Reading a book with Grandpa last week....

...and Grandma this week.

After this week's injection, which was a higher dose than last week, the radiation safety advisor met with us to discuss our safety. He used a geiger counter to take readings of Collin's levels of radiation at inches, three feet, and six feet away from him. He explained that the closer we got to Collin, the higher the amount of radiation we would be exposed to. The levels of radiation decrease over a few days. So some of the safety guidelines we were given include the following:
-On the day of injection, Collin should be kept a maximum distance from others, and avoid public transportation.
-For one day following the injection, Collin should avoid public places; maximize distance (6 feet) away from other children and pregnant women; and maximize distance (3 feet) from other people.
-For two days following the injection, Collin should sleep 6 feet away from anyone else.
-For three days following the injection, we should not hold Collin for more than 30 minutes per day.
-For four days following the injection, Collin should not sleep with other children or pregnant women.
It's hard, especially for me, to maintain the recommended distance away from Collin, especially when he is awake and getting sick.
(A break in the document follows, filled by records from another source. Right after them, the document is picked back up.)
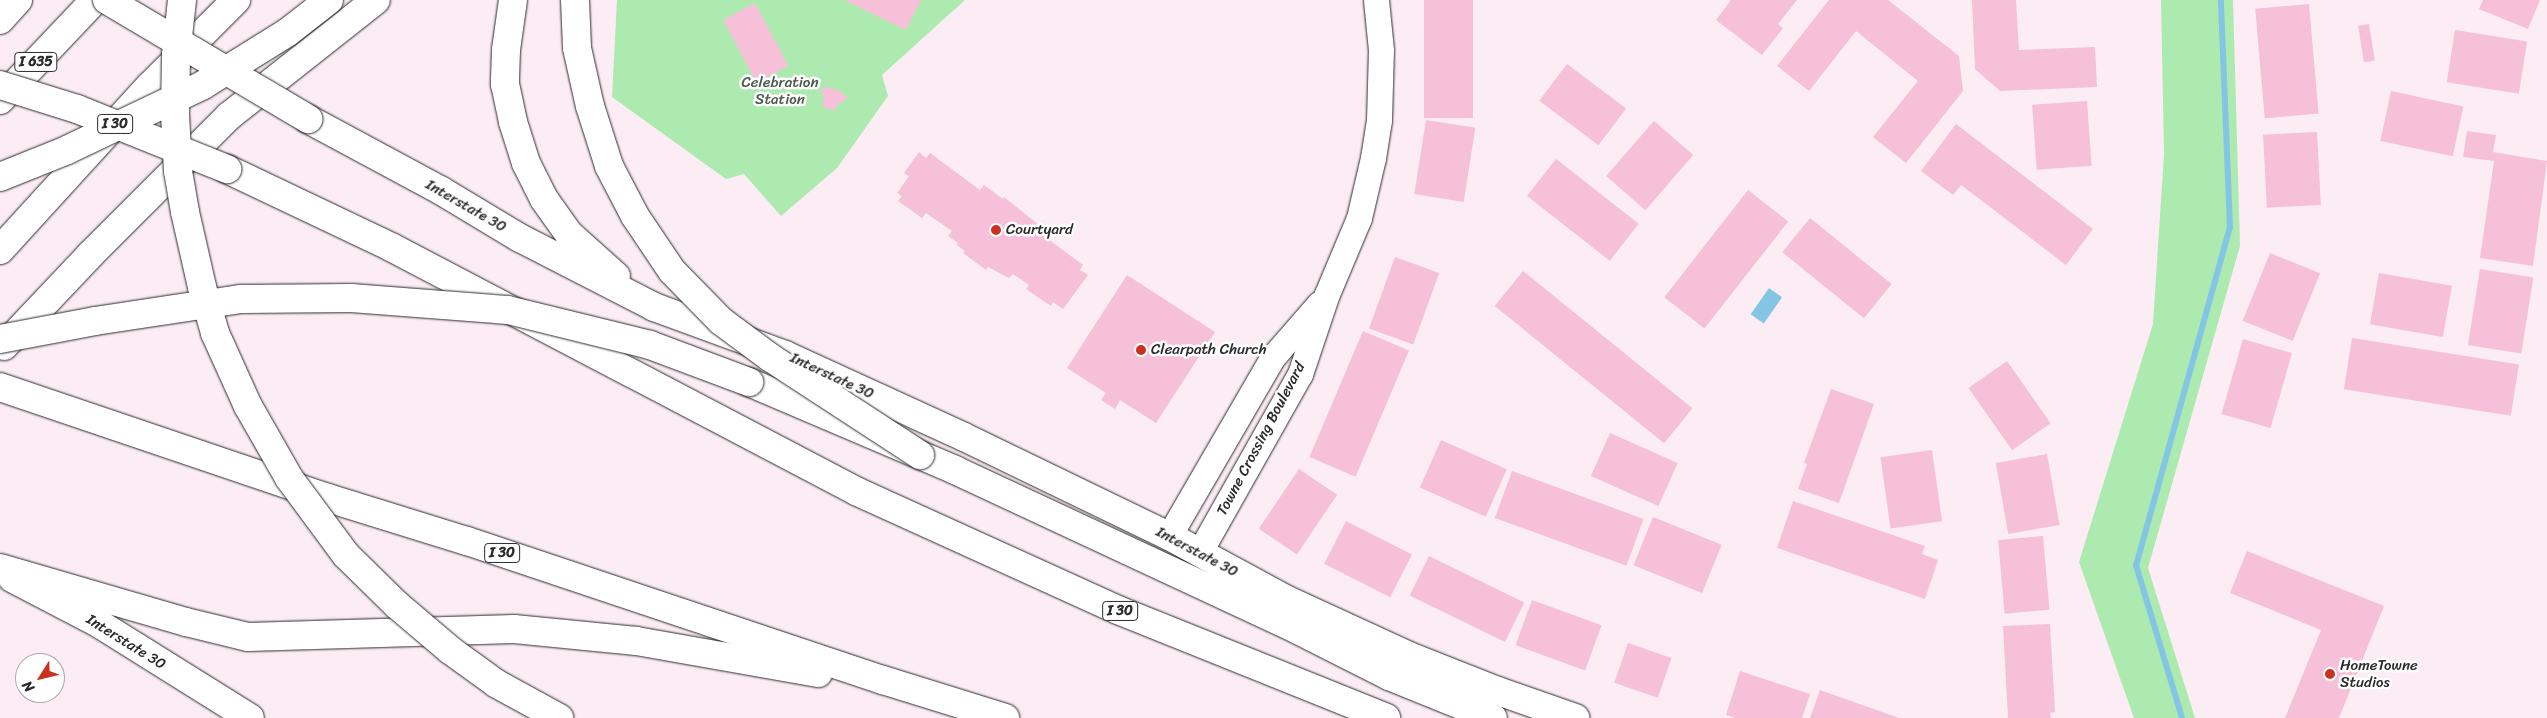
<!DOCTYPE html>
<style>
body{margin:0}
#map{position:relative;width:2547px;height:718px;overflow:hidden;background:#fcecf4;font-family:Sriracha,sans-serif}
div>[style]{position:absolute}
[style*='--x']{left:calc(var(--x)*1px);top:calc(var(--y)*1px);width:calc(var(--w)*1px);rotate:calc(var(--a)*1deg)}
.green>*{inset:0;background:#aceab0}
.water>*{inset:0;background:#84c5e5;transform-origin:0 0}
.stream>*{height:5.5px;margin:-2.75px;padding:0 2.75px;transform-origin:2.75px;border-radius:2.75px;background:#84c5e5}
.building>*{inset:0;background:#f6c0d9;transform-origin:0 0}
.roads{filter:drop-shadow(0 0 1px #2b2b2b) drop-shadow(0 0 1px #2b2b2b)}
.tertiary>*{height:25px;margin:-12.5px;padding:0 12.5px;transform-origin:12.5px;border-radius:12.5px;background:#fff}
.secondary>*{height:28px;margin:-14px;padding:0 14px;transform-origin:14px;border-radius:14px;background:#fff}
.motorway>*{height:28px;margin:-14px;padding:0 14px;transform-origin:14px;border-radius:14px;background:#fff}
.bridges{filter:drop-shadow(0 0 1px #2b2b2b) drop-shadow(0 0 1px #2b2b2b)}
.secondary-bridge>*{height:28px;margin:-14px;padding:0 14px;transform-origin:14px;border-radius:14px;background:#fff}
.motorway-bridge>*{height:28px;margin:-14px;padding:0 14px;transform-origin:14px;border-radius:14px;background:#fff}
.dots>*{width:14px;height:14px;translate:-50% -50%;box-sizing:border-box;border:2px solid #fff;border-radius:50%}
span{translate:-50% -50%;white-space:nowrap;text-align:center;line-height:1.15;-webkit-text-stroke:5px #fff;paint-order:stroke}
.shield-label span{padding:1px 4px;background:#fff;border:1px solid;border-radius:4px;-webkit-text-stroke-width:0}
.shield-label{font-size:14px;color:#2b2b2b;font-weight:700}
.park-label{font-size:15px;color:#4b5b4c}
.street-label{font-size:15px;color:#2b2b2b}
.poi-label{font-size:15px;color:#2b2b2b}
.left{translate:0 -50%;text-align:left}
.north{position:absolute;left:15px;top:653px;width:50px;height:50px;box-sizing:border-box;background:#fff;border:1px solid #aaa;border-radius:50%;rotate:234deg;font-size:14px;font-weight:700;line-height:20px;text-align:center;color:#2b2b2b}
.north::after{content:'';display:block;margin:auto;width:18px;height:22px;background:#c8321e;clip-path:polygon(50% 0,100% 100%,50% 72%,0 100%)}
</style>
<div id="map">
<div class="green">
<div style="clip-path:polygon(617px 0,965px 0,882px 75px,888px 96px,837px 168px,781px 216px,744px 174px,726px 179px,612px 97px)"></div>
<div style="clip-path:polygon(2161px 0,2233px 0,2240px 246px,2148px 568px,2195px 718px,2134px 718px,2079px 562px,2153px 324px,2164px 154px)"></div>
</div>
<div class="water">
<div style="left:1769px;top:288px;width:16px;height:32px;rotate:35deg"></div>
</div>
<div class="stream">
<div style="--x:2182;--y:718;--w:159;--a:-106.8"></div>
<div style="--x:2136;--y:566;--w:351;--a:-74.5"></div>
<div style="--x:2230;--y:228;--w:228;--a:-92.3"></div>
</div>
<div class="building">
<div style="clip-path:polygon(844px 0,921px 0,906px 30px)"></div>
<div style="left:1424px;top:0;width:49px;height:118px"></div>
<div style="clip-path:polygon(1731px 0,1797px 0,1778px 24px,1783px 28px,1762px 55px,1716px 20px)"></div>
<div style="clip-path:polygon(1829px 0,1888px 0,1959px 56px,1963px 91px,1906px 163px,1873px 137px,1918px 81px,1856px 31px,1809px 91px,1777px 66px)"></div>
<div style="clip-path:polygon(1972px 0,2016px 0,2019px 50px,2095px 47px,2097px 87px,2000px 91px,1975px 69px)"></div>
<div style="clip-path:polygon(2483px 0,2540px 0,2528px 29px,2479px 9px)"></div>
<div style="left:755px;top:3px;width:71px;height:36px;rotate:62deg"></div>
<div style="left:2309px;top:4px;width:110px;height:54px;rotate:85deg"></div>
<div style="left:2369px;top:24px;width:37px;height:11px;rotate:81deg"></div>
<div style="left:2455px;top:30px;width:73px;height:53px;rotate:9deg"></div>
<div style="left:1567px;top:64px;width:74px;height:46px;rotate:37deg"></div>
<div style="clip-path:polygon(826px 87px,838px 90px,848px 98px,837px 105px,834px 111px,822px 106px,824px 99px,821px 88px)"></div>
<div style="left:2391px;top:91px;width:74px;height:51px;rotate:12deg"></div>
<div style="left:2087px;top:101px;width:65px;height:55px;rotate:86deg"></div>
<div style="left:1426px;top:120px;width:50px;height:75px;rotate:9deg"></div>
<div style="left:1654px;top:121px;width:52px;height:73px;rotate:41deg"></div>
<div style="clip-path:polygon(1956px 124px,2093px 229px,2066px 265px,1961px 185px,1953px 195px,1921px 171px)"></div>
<div style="clip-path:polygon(2467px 131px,2496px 135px,2493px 152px,2547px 161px,2533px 266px,2480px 258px,2494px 161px,2463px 157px)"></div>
<div style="left:2317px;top:132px;width:73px;height:54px;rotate:87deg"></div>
<div style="clip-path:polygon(919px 152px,926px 158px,930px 153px,980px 190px,984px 185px,1003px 199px,1004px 197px,1044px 229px,1040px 233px,1083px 265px,1080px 270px,1088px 275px,1063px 309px,1053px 302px,1051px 306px,1026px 289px,1029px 285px,1013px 274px,1009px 278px,988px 267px,986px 270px,963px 253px,965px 251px,957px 245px,958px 243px,948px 236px,952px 231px,926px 213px,922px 218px,898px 201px,902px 196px,897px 193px,909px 176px,904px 173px)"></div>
<div style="left:1556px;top:159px;width:105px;height:47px;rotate:38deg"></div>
<div style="left:1748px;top:190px;width:51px;height:136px;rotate:38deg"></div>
<div style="left:1810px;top:218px;width:105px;height:44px;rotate:39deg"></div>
<div style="left:2270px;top:253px;width:54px;height:73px;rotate:22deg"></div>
<div style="left:1395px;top:257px;width:47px;height:76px;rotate:20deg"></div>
<div style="left:2480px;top:269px;width:54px;height:77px;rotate:9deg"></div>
<div style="left:1523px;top:271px;width:218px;height:45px;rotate:39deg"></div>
<div style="left:2379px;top:273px;width:74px;height:52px;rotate:10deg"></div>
<div style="clip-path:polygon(1127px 275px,1215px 332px,1156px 423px,1120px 400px,1115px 409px,1101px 400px,1106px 393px,1067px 368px)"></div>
<div style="left:1363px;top:331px;width:50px;height:137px;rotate:23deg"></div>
<div style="left:2352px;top:338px;width:169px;height:52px;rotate:9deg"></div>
<div style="left:2243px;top:339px;width:51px;height:78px;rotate:16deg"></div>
<div style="left:2007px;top:361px;width:76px;height:47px;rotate:55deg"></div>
<div style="clip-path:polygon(1831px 389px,1874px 404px,1839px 503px,1798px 489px,1807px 464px,1804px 463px)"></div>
<div style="left:1610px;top:433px;width:74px;height:47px;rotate:24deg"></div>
<div style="left:1441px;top:440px;width:72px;height:52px;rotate:24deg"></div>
<div style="left:1932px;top:450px;width:72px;height:52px;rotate:82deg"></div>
<div style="left:2047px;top:454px;width:72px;height:52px;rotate:80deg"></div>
<div style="left:1299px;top:469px;width:46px;height:72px;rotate:34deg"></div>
<div style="left:1512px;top:471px;width:140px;height:50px;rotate:20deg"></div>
<div style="clip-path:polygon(1793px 501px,1925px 546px,1922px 554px,1938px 560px,1925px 599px,1777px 548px)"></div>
<div style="left:1653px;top:517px;width:74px;height:52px;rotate:22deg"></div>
<div style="left:1346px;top:521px;width:74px;height:48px;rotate:27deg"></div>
<div style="left:2043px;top:536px;width:74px;height:45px;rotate:85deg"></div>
<div style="clip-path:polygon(2247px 551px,2384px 606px,2339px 718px,2285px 718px,2321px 630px,2230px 593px)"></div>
<div style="left:1429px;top:556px;width:106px;height:44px;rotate:26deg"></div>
<div style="left:1532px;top:600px;width:74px;height:48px;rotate:20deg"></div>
<div style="clip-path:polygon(2050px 624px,2055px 712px,2050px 713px,2051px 718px,2008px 718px,2003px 626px)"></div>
<div style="left:1628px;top:643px;width:46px;height:42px;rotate:19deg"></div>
<div style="clip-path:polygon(1740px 671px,1810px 694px,1802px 718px,1736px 718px,1726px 715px)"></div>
<div style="clip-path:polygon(1820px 690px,1899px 718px,1810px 718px)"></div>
</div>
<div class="roads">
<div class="tertiary">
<div style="--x:1169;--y:536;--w:206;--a:-59.9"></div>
<div style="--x:1272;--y:358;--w:72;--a:-49"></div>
<div style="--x:1199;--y:553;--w:206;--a:-60.6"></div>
<div style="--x:1300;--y:374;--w:84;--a:-71.4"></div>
<div style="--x:1327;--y:294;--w:82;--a:-67.2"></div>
<div style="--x:1359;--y:218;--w:62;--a:-76.9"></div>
<div style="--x:1373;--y:158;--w:38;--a:-81"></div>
<div style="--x:1379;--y:120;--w:70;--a:-88.4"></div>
<div style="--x:1381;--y:50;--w:50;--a:-95.7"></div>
</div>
<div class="secondary">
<div style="--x:513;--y:0;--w:50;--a:98"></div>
<div style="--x:506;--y:50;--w:34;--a:92"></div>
<div style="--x:505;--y:84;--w:39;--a:78"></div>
<div style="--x:513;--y:122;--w:43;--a:72.4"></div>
<div style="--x:526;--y:163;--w:40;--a:63.4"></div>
<div style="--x:544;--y:199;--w:43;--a:54.5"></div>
<div style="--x:569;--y:234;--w:63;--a:41.8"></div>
<div style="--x:308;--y:119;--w:150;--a:28.3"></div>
<div style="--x:440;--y:190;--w:93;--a:31"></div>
<div style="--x:520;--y:238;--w:151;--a:27.2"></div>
<div style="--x:654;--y:307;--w:140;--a:20.1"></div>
<div style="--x:785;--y:355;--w:197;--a:24.6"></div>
<div style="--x:964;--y:437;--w:228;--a:25.8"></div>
<div style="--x:1169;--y:536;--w:132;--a:28.5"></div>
<div style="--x:1285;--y:599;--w:136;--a:24.7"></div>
<div style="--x:1409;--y:656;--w:96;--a:21.5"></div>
<div style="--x:1498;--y:691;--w:82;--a:19.3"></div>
<div style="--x:12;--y:578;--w:97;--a:27.6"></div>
<div style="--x:98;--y:623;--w:179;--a:32"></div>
</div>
<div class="motorway">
<div style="--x:0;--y:20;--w:27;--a:-48"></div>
<div style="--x:0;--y:100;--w:138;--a:-46.5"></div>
<div style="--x:227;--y:169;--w:182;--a:25.4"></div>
<div style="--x:391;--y:247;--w:527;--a:27.68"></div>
<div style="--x:858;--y:492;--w:286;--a:24.4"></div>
<div style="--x:1118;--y:610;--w:289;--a:21.9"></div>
<div style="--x:0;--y:250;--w:222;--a:-47.6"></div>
<div style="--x:150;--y:86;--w:122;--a:-45"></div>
<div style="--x:4;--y:346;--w:125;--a:-46.6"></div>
<div style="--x:90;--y:255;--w:197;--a:-45"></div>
<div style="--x:229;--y:116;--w:187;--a:-38.3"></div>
<div style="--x:749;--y:382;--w:224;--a:23.1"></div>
<div style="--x:955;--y:470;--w:378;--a:25"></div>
<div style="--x:1298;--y:630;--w:102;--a:26.8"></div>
<div style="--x:1389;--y:676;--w:112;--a:22"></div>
<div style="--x:0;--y:387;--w:346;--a:18.7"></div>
<div style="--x:328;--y:498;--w:145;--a:17.2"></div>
<div style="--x:467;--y:541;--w:439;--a:18.5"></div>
<div style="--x:883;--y:680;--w:128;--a:17.3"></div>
<div style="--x:0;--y:568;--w:194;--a:16.2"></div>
<div style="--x:186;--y:622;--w:64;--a:13.6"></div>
<div style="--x:248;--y:637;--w:266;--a:-1.7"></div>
<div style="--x:514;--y:629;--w:123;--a:5.6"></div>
<div style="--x:636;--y:641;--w:185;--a:10"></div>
</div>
</div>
<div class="bridges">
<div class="secondary-bridge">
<div style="--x:107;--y:0;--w:234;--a:30.6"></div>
</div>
<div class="motorway-bridge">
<div style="--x:182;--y:0;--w:55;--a:96.2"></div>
<div style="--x:176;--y:55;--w:59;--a:91"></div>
<div style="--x:175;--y:114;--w:57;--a:87"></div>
<div style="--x:178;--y:171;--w:42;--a:80.3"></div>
<div style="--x:185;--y:212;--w:77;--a:77.2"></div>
<div style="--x:202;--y:287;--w:48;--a:74.2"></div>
<div style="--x:215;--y:333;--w:80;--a:65.7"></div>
<div style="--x:248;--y:406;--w:83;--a:60.3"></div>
<div style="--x:289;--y:478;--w:96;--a:53.5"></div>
<div style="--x:346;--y:555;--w:71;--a:44.4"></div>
<div style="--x:397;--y:605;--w:70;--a:40.3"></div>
<div style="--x:450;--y:650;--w:58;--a:35.9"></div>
<div style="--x:497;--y:684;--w:71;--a:28.7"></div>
<div style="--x:575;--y:0;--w:48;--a:87.6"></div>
<div style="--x:577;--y:48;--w:59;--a:77.4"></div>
<div style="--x:590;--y:106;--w:63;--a:72.4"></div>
<div style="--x:609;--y:166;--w:56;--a:62.5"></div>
<div style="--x:635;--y:216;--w:66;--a:56.1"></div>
<div style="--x:672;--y:271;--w:70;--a:45.6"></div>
<div style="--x:721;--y:321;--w:62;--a:36.5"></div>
<div style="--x:771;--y:358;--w:178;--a:33.1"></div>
<div style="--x:0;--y:85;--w:81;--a:17.3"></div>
<div style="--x:77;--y:109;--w:162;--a:21.8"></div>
<div style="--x:0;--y:177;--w:72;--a:-21.9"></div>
<div style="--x:67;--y:150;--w:151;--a:-25.5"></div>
<div style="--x:203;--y:85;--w:100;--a:-31.9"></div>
<div style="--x:288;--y:32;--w:52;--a:-38"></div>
<div style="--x:0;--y:339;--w:97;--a:-10.7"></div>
<div style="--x:95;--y:321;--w:148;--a:-8.6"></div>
<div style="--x:241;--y:299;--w:110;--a:-0.5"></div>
<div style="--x:351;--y:298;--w:157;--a:4.4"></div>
<div style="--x:508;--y:310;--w:146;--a:13.8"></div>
<div style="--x:650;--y:345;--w:106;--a:20.5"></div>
</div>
</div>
<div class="dots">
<div style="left:996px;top:230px;background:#c8321e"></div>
<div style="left:1141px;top:350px;background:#c8321e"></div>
<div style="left:2330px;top:674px;background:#c8321e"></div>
</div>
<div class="shield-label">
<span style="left:36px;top:62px">I 635</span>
<span style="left:115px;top:124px">I 30</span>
<span style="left:502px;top:553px">I 30</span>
<span style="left:1120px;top:611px">I 30</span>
</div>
<div class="park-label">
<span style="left:780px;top:91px">Celebration<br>Station</span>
</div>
<div class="street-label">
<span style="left:466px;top:206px;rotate:30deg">Interstate 30</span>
<span style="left:832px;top:376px;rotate:25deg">Interstate 30</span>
<span style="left:1261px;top:439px;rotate:-62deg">Towne Crossing Boulevard</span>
<span style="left:1197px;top:552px;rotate:28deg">Interstate 30</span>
<span style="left:126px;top:642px;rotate:32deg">Interstate 30</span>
</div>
<div class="poi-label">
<span class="left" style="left:1006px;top:230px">Courtyard</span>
<span class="left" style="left:1151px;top:350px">Clearpath Church</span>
<span class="left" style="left:2340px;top:674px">HomeTowne<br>Studios</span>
</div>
<div class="north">N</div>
</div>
Once he was sleeping at night, it was easier to move farther away from him. We were also given a card to carry with us that says he had received nuclear medicine and may have detectable levels of radiaton until a certain date. In some areas such as cities, bridges, airports, etc. where there are radiation detectors (normally used to detect things like dirty bombs), it may be possible for Collin to set off these detectors. The garbage trucks in NYC also have radiation detectors on them, so Collin's radioactive diapers must be kept seperate from the rest of the garbage at RMH.

We had been told that the first injection is the worst as far as how sick it would make Collin, even though it is just a small test dose. Typically each subsequent dose is easier. Collin got his injection at 2:00 pm, and by 2:20 he was throwing up. However, it was less frequent and for a shorter duration than the week before. He was discharged earlier than the week before, and had stopped throwing up by the time we returned to our room at RMH. He even wanted to eat dinner once we were back in the room, so I fed him and he kept everything down. He slept well that night, and after making sure he was still ok the next morning, we came home. Thanks to a cab driver who I'm pretty sure was trying to pad his fare, and the ridiculously slow track notification system at Penn Station, it was not the smoothest of trips, but we made it. The traveling back and forth and being away from home is getting tiring quickly. Neya is also feeling more neglected, and is acting out more at home. I will be very glad when this month is over.

A little less sick after the second injection.